DEFINITION of 'Metrics'

Metrics are parameters or measures of quantitative assessment used for measurement, comparison or to track performance or production. Analysts use metrics to compare the performance of different companies, despite the many variations between firms.


These measurements have traditionally been based in finance, but with increasing ability to measure and quantify how and how effectively we work, metrics can encompass almost all aspects of a business. Metrics can refer to a company's EBITDA, earnings per share, or any other financial measures. They can also be industry specific, such as barrels of oil produced by  exploration companies. Taking the ratios of some metrics forms multiples, which further allow analysts to compare diverse firms.
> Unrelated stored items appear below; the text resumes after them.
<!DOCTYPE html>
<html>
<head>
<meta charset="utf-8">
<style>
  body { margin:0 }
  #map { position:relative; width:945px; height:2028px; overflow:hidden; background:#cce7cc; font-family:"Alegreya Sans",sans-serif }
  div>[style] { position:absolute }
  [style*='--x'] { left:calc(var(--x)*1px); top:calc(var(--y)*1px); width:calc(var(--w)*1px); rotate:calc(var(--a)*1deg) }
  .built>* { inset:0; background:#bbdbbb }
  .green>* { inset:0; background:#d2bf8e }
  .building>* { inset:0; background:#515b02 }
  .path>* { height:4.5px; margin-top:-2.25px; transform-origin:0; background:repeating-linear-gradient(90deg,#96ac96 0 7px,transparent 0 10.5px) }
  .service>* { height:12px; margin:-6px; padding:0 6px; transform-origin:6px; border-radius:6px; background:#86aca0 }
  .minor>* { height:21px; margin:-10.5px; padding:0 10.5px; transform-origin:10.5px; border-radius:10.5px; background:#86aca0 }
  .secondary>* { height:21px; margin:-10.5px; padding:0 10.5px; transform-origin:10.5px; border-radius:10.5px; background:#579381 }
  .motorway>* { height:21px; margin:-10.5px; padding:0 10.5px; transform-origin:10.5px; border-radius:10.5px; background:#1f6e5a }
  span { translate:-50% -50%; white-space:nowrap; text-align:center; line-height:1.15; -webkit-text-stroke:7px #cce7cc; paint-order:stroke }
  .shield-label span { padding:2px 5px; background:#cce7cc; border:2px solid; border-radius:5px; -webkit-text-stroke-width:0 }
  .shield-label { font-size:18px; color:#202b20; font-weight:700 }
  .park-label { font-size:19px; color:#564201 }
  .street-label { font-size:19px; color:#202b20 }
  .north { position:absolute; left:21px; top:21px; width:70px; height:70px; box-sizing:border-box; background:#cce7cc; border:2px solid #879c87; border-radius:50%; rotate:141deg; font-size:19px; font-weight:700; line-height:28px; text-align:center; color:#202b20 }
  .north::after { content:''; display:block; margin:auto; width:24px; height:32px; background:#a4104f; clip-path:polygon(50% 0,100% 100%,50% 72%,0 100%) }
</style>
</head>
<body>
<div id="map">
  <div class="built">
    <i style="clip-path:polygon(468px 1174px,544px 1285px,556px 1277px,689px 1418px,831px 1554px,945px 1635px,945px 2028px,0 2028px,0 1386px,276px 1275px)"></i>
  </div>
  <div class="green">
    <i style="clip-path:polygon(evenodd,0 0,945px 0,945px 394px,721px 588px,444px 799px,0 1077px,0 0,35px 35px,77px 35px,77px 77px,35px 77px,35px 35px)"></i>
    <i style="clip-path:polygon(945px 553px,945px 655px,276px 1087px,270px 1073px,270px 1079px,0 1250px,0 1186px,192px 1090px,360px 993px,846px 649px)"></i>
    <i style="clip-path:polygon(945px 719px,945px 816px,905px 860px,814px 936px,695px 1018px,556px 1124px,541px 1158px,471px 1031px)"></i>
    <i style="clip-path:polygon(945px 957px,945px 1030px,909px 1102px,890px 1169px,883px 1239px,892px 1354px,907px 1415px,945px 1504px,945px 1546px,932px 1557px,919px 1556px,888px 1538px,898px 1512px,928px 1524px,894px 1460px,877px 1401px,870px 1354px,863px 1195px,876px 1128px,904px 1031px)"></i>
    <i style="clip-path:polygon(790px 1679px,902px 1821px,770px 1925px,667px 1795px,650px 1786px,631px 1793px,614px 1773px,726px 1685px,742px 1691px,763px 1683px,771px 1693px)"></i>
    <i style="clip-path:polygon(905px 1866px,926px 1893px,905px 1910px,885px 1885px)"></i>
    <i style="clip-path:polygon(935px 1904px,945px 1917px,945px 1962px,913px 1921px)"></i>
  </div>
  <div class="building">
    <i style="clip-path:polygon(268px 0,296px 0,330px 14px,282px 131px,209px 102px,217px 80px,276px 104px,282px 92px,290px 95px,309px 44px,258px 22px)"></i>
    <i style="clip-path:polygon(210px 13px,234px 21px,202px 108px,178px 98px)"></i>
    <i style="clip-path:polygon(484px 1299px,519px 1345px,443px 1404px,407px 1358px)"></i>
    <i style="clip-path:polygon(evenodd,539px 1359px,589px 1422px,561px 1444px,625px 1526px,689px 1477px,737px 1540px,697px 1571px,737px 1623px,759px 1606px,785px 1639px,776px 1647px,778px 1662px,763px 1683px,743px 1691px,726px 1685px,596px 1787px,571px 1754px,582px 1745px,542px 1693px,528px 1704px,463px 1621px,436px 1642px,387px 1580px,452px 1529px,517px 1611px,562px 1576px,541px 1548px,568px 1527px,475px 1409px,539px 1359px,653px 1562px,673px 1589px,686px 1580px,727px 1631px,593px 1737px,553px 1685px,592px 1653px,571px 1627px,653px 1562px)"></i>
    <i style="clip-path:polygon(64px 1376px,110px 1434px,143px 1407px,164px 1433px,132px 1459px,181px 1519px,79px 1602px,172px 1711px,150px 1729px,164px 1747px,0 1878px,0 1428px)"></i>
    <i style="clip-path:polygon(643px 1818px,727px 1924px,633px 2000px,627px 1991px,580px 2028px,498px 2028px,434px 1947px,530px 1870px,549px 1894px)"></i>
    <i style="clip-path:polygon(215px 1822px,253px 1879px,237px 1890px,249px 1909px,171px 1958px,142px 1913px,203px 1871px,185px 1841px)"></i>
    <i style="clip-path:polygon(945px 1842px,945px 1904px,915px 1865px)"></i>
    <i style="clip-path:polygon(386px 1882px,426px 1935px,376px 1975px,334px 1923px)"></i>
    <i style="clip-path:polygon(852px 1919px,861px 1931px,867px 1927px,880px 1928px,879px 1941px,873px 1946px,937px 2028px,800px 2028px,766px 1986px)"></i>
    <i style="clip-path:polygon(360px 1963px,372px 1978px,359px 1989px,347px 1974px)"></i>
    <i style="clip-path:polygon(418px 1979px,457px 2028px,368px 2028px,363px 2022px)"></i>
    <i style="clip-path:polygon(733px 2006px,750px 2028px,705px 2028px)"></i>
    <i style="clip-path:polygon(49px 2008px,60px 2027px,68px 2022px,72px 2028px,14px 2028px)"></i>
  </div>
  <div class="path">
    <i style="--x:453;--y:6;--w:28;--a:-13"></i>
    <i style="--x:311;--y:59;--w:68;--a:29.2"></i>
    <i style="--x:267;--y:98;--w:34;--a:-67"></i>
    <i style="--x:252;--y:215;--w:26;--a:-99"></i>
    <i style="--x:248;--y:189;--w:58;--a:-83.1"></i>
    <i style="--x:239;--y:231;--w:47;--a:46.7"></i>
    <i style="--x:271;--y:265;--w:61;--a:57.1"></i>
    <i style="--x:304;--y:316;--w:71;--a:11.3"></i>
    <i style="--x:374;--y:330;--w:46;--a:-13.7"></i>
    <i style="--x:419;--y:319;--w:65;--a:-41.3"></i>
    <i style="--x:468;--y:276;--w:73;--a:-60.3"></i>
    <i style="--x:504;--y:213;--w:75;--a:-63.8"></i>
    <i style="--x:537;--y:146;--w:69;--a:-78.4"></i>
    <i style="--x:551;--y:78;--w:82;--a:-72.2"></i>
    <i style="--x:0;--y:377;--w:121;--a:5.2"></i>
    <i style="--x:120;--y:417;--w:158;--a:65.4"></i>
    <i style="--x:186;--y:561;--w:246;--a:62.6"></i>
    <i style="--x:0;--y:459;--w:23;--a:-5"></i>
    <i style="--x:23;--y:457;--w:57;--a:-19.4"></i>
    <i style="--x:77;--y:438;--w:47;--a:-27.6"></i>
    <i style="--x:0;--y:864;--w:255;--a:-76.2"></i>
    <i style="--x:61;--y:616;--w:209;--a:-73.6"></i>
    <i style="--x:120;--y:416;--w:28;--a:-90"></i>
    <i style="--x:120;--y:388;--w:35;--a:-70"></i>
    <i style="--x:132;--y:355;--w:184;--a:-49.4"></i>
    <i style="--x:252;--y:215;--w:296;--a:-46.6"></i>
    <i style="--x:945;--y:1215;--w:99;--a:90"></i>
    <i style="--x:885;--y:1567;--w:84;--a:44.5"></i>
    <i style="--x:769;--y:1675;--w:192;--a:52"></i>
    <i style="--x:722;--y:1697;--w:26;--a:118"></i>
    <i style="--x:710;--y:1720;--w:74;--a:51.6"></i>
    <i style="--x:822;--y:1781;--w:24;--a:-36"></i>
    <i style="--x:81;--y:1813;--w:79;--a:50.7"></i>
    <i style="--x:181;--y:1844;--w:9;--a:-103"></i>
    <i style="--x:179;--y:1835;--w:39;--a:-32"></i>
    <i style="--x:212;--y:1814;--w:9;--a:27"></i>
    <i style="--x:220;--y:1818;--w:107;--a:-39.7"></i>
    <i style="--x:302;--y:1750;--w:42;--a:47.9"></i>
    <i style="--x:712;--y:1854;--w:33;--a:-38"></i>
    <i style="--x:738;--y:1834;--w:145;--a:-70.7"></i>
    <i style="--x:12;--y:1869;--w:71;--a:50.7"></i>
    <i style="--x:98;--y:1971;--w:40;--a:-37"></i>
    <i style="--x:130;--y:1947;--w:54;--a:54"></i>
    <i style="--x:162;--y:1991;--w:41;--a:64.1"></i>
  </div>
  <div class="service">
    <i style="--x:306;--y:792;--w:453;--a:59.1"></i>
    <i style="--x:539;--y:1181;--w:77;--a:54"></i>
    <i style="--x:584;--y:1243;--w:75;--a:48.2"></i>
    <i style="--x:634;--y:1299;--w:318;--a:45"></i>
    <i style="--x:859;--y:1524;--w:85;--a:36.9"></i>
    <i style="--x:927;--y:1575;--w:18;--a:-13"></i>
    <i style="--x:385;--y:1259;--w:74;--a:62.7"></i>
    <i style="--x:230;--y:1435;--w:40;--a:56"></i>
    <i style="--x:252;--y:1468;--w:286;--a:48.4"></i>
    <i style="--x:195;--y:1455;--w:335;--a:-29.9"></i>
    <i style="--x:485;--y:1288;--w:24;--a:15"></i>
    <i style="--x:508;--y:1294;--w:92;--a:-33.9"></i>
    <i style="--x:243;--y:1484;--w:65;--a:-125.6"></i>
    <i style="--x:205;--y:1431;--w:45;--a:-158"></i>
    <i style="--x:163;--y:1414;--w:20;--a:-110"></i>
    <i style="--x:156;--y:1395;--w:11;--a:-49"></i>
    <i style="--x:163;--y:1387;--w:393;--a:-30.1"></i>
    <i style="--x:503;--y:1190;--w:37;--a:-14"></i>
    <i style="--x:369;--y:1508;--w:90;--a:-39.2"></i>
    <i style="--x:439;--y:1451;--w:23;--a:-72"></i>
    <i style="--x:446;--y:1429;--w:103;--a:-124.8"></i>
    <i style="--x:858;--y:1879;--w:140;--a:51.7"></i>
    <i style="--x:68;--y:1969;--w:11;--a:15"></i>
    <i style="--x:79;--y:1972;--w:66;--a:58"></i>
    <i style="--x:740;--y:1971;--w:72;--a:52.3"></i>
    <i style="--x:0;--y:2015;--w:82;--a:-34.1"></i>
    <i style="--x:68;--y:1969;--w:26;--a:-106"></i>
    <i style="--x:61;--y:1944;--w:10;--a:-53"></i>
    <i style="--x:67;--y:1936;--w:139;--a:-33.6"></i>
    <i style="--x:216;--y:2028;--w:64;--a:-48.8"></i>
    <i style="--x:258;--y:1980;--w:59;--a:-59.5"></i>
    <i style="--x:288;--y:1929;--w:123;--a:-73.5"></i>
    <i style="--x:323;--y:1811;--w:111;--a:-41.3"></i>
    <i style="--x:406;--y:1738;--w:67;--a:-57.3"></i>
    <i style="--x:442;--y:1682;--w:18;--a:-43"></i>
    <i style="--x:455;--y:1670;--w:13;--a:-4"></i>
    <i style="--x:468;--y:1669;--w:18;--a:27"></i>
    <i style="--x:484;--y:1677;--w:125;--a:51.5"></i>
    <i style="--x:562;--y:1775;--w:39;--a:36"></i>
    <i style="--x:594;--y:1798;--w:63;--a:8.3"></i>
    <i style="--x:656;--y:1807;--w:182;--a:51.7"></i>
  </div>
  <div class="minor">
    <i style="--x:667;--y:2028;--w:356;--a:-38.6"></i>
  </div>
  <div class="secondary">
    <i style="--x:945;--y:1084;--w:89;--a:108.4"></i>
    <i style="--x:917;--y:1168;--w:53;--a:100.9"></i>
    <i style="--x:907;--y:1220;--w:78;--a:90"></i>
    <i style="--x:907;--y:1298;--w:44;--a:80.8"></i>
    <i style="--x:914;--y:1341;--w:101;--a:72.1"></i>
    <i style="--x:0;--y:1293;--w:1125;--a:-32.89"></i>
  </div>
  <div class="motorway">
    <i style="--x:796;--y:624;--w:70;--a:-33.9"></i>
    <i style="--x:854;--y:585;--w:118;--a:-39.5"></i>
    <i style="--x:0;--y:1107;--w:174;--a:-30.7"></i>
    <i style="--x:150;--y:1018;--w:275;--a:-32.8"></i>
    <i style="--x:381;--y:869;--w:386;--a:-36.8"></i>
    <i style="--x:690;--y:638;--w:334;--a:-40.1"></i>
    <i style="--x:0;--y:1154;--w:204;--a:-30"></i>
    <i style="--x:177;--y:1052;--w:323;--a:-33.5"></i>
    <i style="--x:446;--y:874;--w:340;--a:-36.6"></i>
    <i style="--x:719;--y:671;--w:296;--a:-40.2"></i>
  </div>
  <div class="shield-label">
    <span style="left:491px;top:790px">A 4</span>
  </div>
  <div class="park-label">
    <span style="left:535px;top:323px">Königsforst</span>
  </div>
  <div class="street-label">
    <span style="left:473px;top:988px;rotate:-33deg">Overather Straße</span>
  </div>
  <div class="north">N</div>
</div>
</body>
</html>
Metrics refer to a wide variety of tools that managers and executives can use to evaluate the performance of their employees, their products, services, and customer satisfaction. In order to establish a metric, a company first needs to find a critical process, find outputs correspond to amount or type of work, and then set goals for those outputs. 

One way to measure project health is to break down the measurements you want to keep track of into seven criteria: resources, cost, time, scope, quality, safety, and actions. However these are chosen or measured, it’s common that any metric or set of metrics is linked with an overarching strategy, and are chosen in order to measure the performance of the overall strategy of that business or corporation against a ‘critical success factor’.

One of the dangers involved in using performance metrics to evaluating the performance of a department, company, or specific employee is choosing the wrong outputs to measure. Measurement inversion is the term used to describe this misplacement of importance, something that usually occurs when a business uses what is immediately measurable in order to try and evaluate performance. Businesses wanting to use performance metrics must focus on more valuable measures, what have come to be known as key performance indicators, or KPIs​. An entire decision analysis method, called applied information economics, is devoted to finding the right kinds of outputs to measure and analyze.

Some of the first examples of the use of performance metrics can be dated all the way back to the Venetians in the mid to late 1400s. A merchant city gave rise to accounting, and by extension the ability to take measurements and evaluate the performance of a business. 

Measurement of performance in the US became increasingly important during the industrial revolution as businesses grew and became harder to track. DuPont (DD) began using metrics to better their own business, and in the process came up with some of their own types of analysis. Later on, GE commissioned a set of metrics that are commonly used today, including market share, productivity, attitude and responsibility.